Saved data entries
########################################

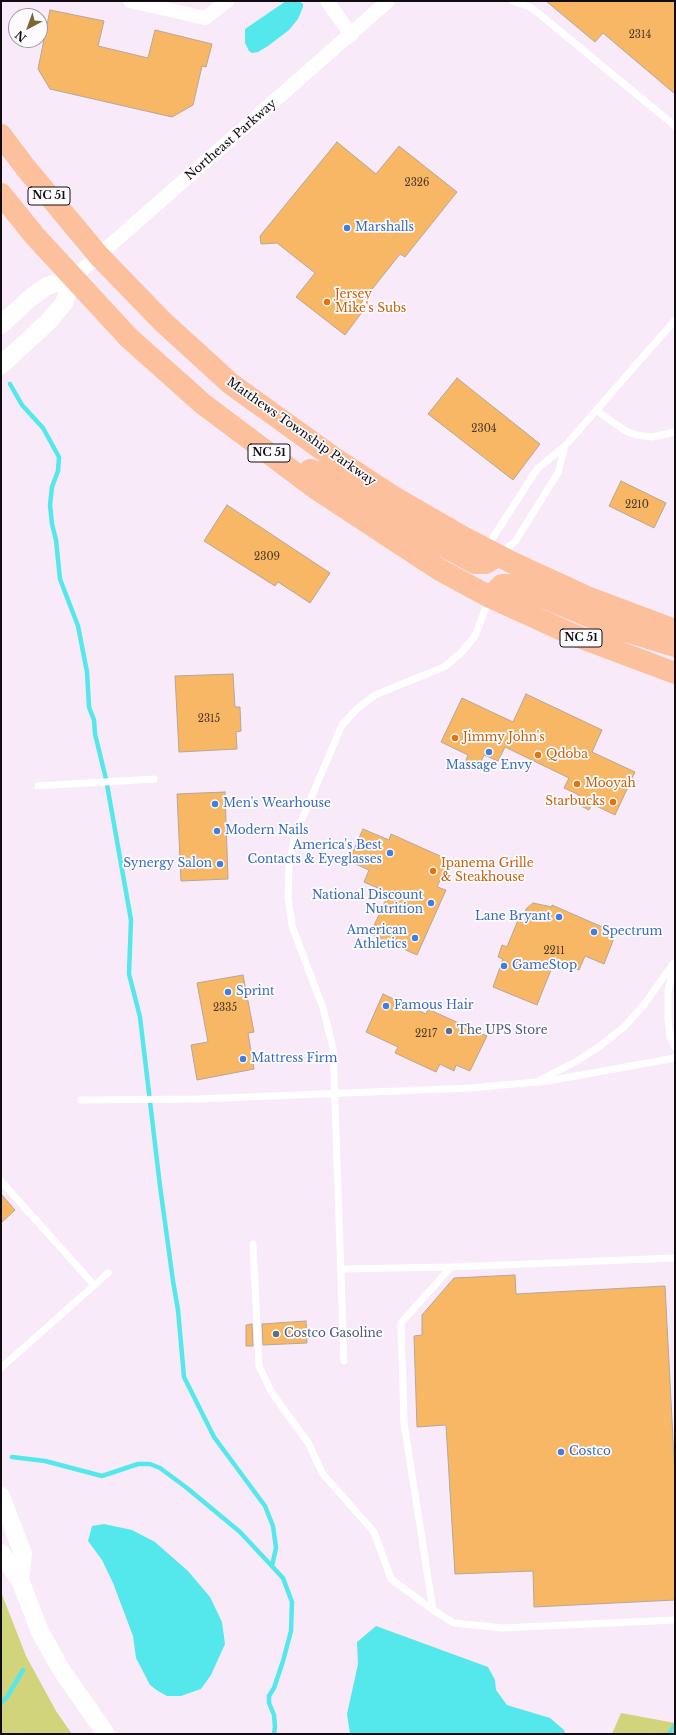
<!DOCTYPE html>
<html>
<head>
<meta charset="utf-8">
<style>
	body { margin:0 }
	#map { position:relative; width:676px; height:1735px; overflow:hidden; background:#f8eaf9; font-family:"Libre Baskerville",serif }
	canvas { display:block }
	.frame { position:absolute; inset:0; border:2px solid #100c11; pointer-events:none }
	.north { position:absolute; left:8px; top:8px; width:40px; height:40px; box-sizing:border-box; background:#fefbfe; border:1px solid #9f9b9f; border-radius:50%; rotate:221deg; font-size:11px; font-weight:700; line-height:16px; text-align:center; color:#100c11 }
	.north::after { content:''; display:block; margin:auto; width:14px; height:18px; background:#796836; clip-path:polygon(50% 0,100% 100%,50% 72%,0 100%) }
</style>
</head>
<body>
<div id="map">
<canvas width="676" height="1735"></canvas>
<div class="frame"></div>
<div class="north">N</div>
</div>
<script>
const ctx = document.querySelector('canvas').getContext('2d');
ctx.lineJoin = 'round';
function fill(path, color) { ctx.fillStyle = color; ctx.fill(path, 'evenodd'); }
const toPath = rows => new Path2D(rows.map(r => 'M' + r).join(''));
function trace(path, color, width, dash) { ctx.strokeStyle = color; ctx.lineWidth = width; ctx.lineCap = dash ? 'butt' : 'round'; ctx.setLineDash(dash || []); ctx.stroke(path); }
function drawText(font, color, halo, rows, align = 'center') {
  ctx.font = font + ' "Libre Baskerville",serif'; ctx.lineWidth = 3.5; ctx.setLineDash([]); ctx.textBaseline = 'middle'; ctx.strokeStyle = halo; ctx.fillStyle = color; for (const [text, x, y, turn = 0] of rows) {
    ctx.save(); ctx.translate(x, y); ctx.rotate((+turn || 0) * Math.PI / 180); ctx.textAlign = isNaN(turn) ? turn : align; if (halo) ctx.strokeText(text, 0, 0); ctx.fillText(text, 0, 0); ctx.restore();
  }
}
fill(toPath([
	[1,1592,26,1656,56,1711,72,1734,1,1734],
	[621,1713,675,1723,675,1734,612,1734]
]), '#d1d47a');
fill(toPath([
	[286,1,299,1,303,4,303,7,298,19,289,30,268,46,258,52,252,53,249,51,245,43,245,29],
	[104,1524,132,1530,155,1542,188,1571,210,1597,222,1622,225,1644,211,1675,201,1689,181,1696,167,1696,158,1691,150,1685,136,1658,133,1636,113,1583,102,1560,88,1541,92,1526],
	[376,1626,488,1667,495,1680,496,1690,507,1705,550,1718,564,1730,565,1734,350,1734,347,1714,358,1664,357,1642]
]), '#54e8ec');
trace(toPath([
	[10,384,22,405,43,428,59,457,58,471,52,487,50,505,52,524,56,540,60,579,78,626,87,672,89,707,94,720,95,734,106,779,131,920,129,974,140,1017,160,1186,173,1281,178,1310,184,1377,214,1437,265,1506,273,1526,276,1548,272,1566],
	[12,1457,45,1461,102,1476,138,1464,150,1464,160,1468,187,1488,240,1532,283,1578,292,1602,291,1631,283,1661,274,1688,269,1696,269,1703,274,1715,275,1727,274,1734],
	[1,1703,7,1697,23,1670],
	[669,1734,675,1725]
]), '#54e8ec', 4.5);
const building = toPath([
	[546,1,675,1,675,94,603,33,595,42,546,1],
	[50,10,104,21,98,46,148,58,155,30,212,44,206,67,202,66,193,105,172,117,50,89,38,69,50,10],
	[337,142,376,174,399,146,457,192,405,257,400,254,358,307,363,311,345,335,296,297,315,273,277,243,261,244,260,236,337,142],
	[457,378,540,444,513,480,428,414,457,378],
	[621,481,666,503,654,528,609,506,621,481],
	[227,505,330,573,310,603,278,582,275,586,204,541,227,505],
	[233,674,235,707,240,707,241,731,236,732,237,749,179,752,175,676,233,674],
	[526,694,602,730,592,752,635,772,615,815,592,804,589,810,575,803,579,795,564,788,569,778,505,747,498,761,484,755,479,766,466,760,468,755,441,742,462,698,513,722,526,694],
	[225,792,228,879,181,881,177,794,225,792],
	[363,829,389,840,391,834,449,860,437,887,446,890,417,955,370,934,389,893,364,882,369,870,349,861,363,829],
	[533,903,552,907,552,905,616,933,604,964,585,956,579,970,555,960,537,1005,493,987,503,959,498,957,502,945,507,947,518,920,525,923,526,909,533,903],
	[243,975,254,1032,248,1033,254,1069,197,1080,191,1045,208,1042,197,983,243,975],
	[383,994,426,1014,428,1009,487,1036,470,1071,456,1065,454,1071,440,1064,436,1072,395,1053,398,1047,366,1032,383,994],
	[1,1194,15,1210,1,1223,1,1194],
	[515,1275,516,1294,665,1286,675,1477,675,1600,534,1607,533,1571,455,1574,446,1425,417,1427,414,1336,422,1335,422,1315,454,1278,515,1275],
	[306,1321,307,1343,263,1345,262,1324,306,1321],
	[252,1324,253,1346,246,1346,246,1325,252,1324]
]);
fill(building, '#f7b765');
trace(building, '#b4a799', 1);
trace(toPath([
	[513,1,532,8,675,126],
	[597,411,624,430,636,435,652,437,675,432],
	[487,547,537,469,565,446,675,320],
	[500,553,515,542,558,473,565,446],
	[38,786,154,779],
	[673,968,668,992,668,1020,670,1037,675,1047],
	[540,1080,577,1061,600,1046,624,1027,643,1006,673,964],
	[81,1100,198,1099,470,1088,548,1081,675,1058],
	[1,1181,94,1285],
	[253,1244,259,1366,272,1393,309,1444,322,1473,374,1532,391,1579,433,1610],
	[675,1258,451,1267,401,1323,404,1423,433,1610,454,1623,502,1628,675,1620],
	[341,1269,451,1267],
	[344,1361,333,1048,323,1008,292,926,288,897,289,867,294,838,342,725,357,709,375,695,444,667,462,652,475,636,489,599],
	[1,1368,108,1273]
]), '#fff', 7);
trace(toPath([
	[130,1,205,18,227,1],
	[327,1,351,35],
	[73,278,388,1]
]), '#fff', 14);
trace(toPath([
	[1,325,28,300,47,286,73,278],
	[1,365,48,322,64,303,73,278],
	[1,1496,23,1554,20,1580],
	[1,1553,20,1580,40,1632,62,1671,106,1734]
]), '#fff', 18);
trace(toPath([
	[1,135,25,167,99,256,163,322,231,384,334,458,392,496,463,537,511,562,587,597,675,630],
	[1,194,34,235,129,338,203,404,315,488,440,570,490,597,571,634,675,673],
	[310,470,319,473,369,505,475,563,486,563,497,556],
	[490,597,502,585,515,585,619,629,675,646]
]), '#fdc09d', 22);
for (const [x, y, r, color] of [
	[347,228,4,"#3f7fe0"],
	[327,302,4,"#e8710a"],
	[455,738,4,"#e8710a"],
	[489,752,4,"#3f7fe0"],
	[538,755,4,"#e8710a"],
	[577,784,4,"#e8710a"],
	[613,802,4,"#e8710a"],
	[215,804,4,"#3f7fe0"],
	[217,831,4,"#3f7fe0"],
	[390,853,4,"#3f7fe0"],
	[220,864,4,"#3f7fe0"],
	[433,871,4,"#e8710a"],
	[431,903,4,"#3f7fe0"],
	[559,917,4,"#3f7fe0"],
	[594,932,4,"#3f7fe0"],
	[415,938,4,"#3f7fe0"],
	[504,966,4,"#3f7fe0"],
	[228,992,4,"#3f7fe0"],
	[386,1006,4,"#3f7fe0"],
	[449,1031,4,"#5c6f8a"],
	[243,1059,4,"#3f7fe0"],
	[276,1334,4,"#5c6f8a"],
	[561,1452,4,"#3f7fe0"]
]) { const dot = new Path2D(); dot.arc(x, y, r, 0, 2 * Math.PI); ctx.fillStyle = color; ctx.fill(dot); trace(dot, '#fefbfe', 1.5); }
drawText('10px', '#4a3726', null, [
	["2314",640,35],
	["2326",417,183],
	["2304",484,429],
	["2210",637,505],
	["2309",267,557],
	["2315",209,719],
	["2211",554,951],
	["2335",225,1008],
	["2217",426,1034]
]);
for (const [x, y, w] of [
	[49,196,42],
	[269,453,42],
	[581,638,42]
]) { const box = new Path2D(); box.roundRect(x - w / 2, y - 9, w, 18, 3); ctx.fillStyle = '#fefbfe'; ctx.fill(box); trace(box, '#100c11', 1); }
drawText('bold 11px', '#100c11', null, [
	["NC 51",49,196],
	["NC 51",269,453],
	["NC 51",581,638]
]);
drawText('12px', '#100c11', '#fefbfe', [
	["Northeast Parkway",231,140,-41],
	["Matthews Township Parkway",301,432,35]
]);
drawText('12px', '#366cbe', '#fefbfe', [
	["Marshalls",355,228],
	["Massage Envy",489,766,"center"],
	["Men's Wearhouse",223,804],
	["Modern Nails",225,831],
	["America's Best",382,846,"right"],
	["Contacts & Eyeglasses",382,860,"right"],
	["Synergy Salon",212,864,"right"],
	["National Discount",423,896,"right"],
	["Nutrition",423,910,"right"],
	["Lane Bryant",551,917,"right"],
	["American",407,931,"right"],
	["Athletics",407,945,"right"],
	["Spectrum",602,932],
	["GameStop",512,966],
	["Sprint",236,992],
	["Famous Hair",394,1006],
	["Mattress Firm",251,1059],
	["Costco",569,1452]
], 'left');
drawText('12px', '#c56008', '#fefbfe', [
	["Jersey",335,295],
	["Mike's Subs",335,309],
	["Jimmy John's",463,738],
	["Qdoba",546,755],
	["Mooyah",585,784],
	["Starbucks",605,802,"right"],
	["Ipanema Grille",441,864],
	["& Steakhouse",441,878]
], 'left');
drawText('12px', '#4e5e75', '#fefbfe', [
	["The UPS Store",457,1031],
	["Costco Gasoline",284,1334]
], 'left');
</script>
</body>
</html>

########################################

About this task
Copy from the entries only those lines that hold the word "halo".

Reply to the task
function drawText(font, color, halo, rows, align = 'center') {
  ctx.font = font + ' "Libre Baskerville",serif'; ctx.lineWidth = 3.5; ctx.setLineDash([]); ctx.textBaseline = 'middle'; ctx.strokeStyle = halo; ctx.fillStyle = color; for (const [text, x, y, turn = 0] of rows) {
    ctx.save(); ctx.translate(x, y); ctx.rotate((+turn || 0) * Math.PI / 180); ctx.textAlign = isNaN(turn) ? turn : align; if (halo) ctx.strokeText(text, 0, 0); ctx.fillText(text, 0, 0); ctx.restore();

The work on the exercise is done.